We also get, improbably, Eddie Constantine as a porridge-faced obstetrician, Cohen fave James Dixon, the only actor in all three films, as a cop with Donald Trump hair, and veteran John Marley, who is completely authoritative and nails every moment he’s given — thereby making everything else seem even more unbelievable.

The mutant rugrat is no better in film two than it was in film one — Rick Baker famously complained that Cohen sprang the project on him with no prep time, promised to not show the creature (an immobile sculpture) except for “flashes,” and then kept inventing new shots to showcase it. He also apparently suggested making a baby costume for his cat, which Baker balked at, so Cohen suggested using a chicken. “But chickens have two legs. Babies crawl on all fours.” “OK, two chickens! And maybe they’d fight!” (This story may have grown in the telling.)

***

Sidenote — on CLOSE ENCOUNTERS OF THE THIRD KIND, they apparently experimented with putting an orangutan on rollerskates to simulate an alien visitor. It didn’t come off. Undeterred, George Lucas attempted to cast a monkey as Yoda, but couldn’t quite get the effect he wanted and settled for a shit muppet. Only the makers of the original Battlestar Galactica seem to have gone all the way and put a chimp in a weird Honey Monster/bondage costume to impersonate some cyborg space pet.

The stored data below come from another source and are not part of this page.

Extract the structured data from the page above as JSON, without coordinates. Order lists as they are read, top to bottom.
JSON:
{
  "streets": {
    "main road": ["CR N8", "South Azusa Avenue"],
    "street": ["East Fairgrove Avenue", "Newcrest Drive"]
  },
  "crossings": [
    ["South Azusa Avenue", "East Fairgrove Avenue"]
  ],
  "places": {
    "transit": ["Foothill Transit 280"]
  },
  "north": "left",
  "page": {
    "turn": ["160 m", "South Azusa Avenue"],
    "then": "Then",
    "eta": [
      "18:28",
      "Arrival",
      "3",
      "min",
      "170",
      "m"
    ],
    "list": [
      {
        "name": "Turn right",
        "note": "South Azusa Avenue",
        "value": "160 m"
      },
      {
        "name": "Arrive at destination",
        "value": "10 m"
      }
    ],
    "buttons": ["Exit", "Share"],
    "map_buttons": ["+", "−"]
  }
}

At this stage, I would be unsurprised to learn that E.T. was planned as a marmot on stilts, or that Orangey the cat from BREAKFAST AT TIFFANY’s was set to be the original Chewbacca. But I have no definite information as to these theories which I have just made up.

Star Wars Yoda monkey

***

In the end, there’s the sculpture, plus a mask and glove for closeups, and the keeping-the-monster-unseen strategy, stretched as far as it can go, comes off as cheap rather than Lewtonesque.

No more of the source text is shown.